• DATA IN THIS EXERCISE:
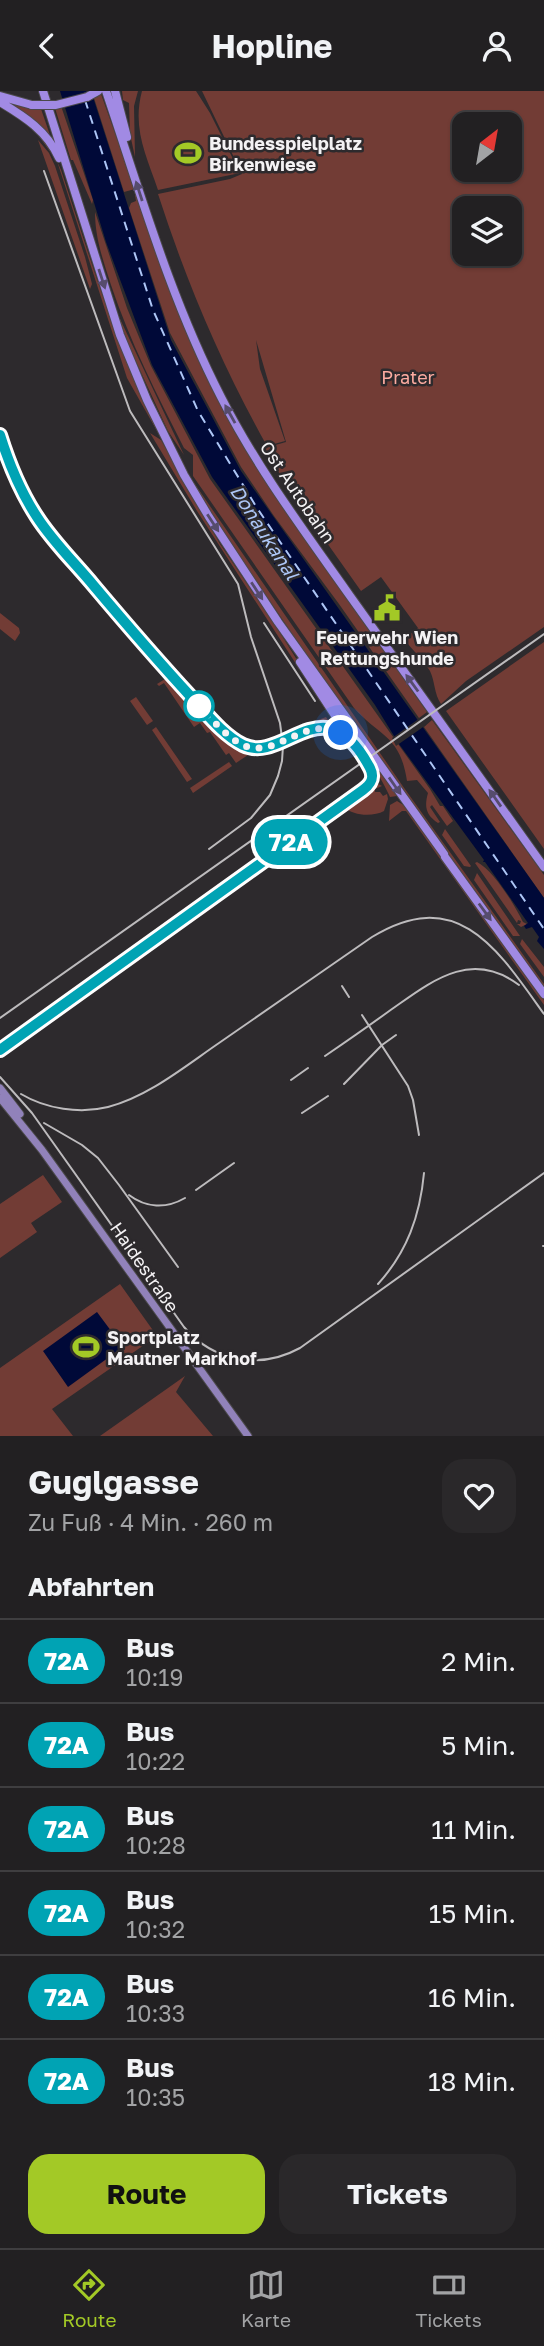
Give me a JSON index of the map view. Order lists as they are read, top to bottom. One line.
{"streets":{"highway":["Ost Autobahn"],"main road":["Haidestraße"]},"water":["Donaukanal"],"parks":["Prater"],"places":{"sports":["Bundesspielplatz Birkenwiese","Sportplatz Mautner Markhof"],"public building":["Feuerwehr Wien Rettungshunde"]},"lines":["bus line 72A"],"north":"top right","page":{"header":"Hopline","on_map":"72A","heading":[["Guglgasse","Zu Fuß · 4 Min. · 260 m"],"Abfahrten"],"list":[{"mark":"72A","name":"Bus","note":"10:19","value":"2 Min."},{"mark":"72A","name":"Bus","note":"10:22","value":"5 Min."},{"mark":"72A","name":"Bus","note":"10:28","value":"11 Min."},{"mark":"72A","name":"Bus","note":"10:32","value":"15 Min."},{"mark":"72A","name":"Bus","note":"10:33","value":"16 Min."},{"mark":"72A","name":"Bus","note":"10:35","value":"18 Min."}],"buttons":["Route","Tickets"],"tabs":["Route","Karte","Tickets"]}}
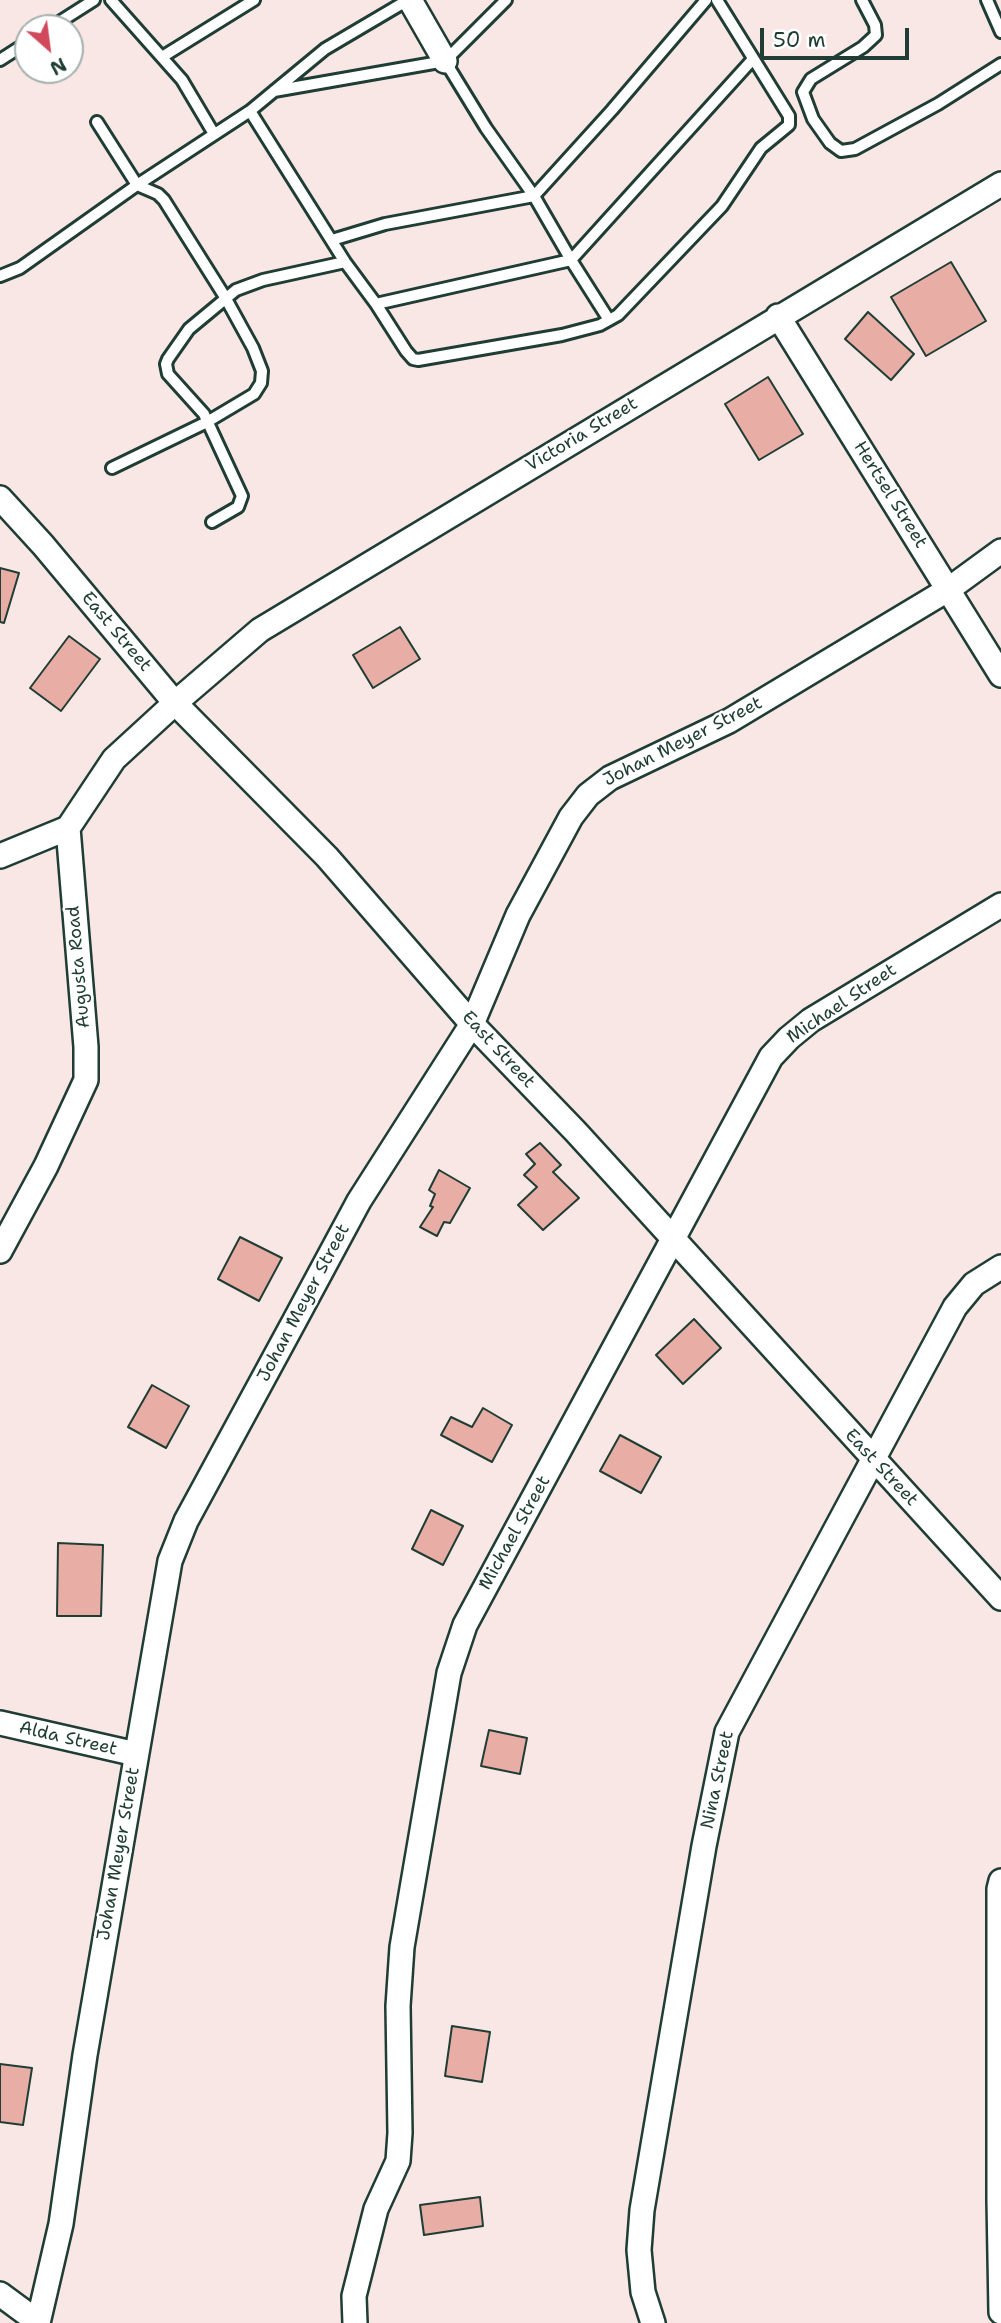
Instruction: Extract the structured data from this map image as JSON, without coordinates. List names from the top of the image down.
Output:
{
  "streets": {
    "street": [
      "Victoria Street",
      "Hertsel Street",
      "East Street",
      "Johan Meyer Street",
      "Augusta Road",
      "Michael Street",
      "Alda Street",
      "Nina Street"
    ]
  },
  "crossings": [
    ["Victoria Street", "Hertsel Street"],
    ["Victoria Street", "East Street"],
    ["Hertsel Street", "Johan Meyer Street"],
    ["East Street", "Johan Meyer Street"],
    ["East Street", "Michael Street"],
    ["East Street", "Nina Street"],
    ["Johan Meyer Street", "Alda Street"]
  ],
  "scale_bar": "50 m",
  "north": "bottom right"
}
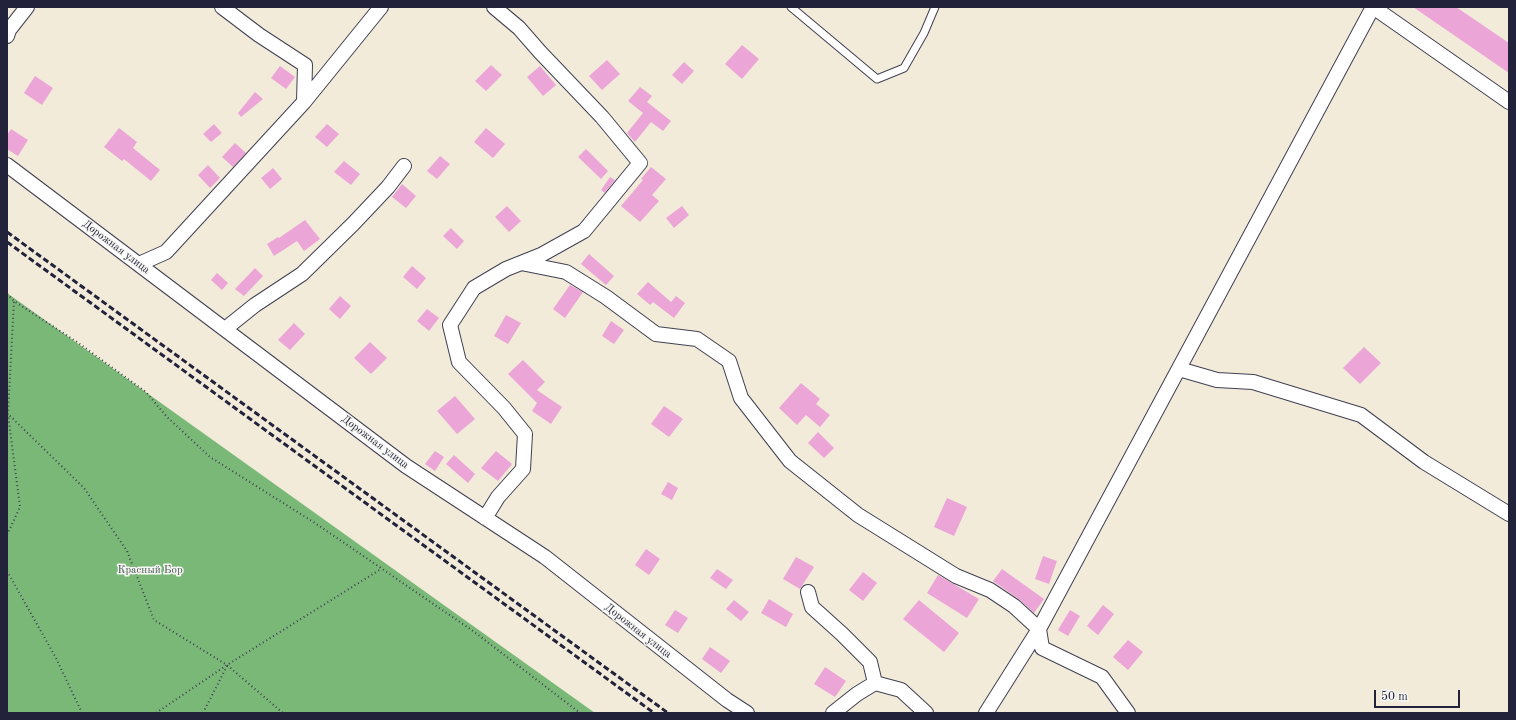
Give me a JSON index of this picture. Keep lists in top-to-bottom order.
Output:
{
  "streets": {
    "street": ["Дорожная улица"]
  },
  "parks": ["Красный Бор"],
  "scale_bar": "50 m"
}
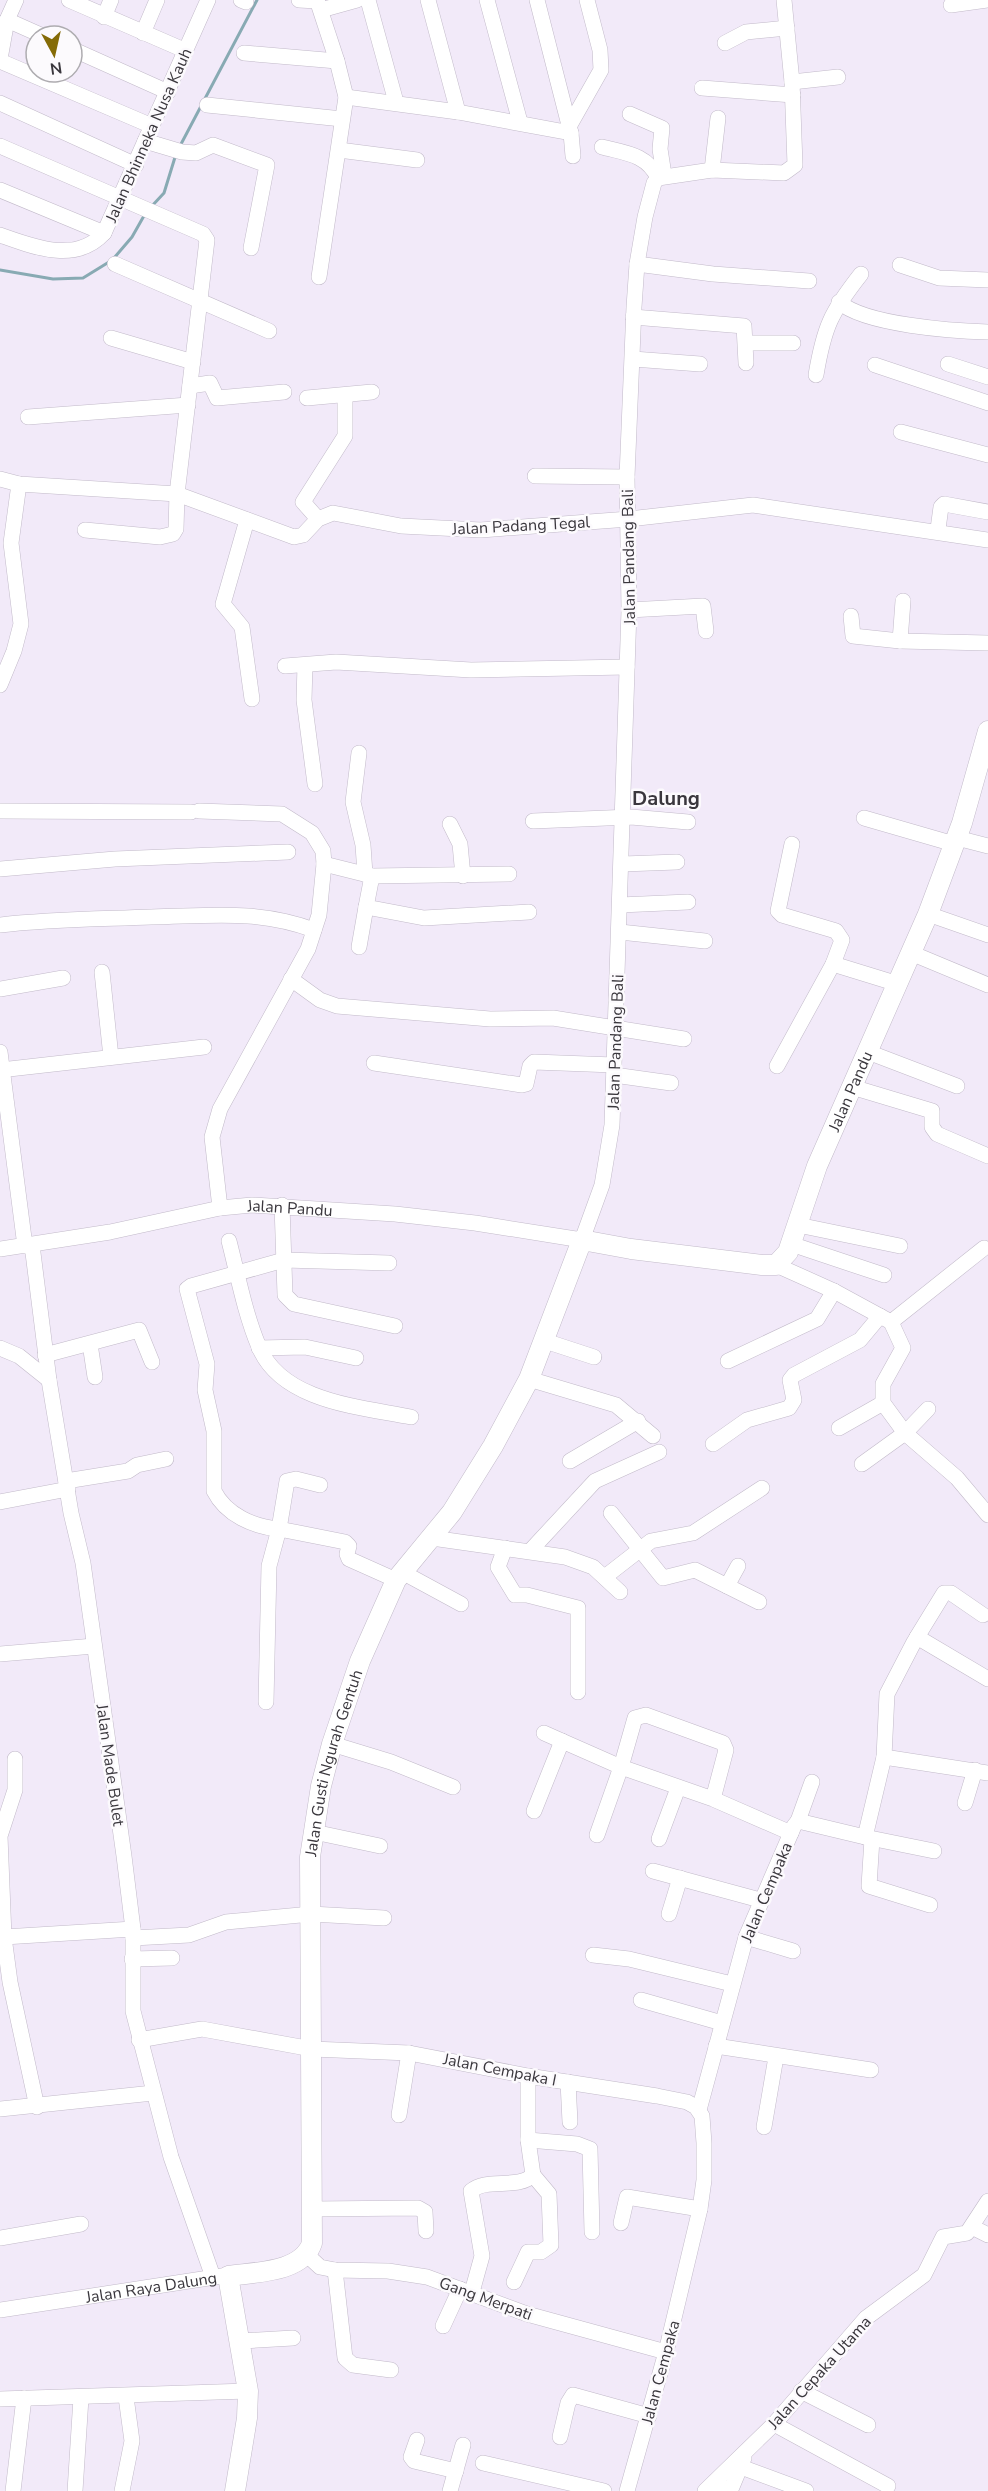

• WHAT NEEDS TO BE DONE: All records above must be copied exactly, though the pictures they hold are to be left out.

• ANSWER SPACE:
Give me a JSON index of the map view. Order lists as they are read, top to bottom. One line.
{"streets":{"highway":["Ost Autobahn"],"main road":["Haidestraße"]},"water":["Donaukanal"],"parks":["Prater"],"places":{"sports":["Bundesspielplatz Birkenwiese","Sportplatz Mautner Markhof"],"public building":["Feuerwehr Wien Rettungshunde"]},"lines":["bus line 72A"],"north":"top right","page":{"header":"Hopline","on_map":"72A","heading":[["Guglgasse","Zu Fuß · 4 Min. · 260 m"],"Abfahrten"],"list":[{"mark":"72A","name":"Bus","note":"10:19","value":"2 Min."},{"mark":"72A","name":"Bus","note":"10:22","value":"5 Min."},{"mark":"72A","name":"Bus","note":"10:28","value":"11 Min."},{"mark":"72A","name":"Bus","note":"10:32","value":"15 Min."},{"mark":"72A","name":"Bus","note":"10:33","value":"16 Min."},{"mark":"72A","name":"Bus","note":"10:35","value":"18 Min."}],"buttons":["Route","Tickets"],"tabs":["Route","Karte","Tickets"]}}
Instruction: Extract the structured data from this map image as JSON, without coordinates. List names from the top of the image down.
Output:
{
  "streets": {
    "street": [
      "Victoria Street",
      "Hertsel Street",
      "East Street",
      "Johan Meyer Street",
      "Augusta Road",
      "Michael Street",
      "Alda Street",
      "Nina Street"
    ]
  },
  "crossings": [
    ["Victoria Street", "Hertsel Street"],
    ["Victoria Street", "East Street"],
    ["Hertsel Street", "Johan Meyer Street"],
    ["East Street", "Johan Meyer Street"],
    ["East Street", "Michael Street"],
    ["East Street", "Nina Street"],
    ["Johan Meyer Street", "Alda Street"]
  ],
  "scale_bar": "50 m",
  "north": "bottom right"
}
Give me a JSON index of this picture. Keep lists in top-to-bottom order.
Output:
{
  "streets": {
    "street": ["Дорожная улица"]
  },
  "parks": ["Красный Бор"],
  "scale_bar": "50 m"
}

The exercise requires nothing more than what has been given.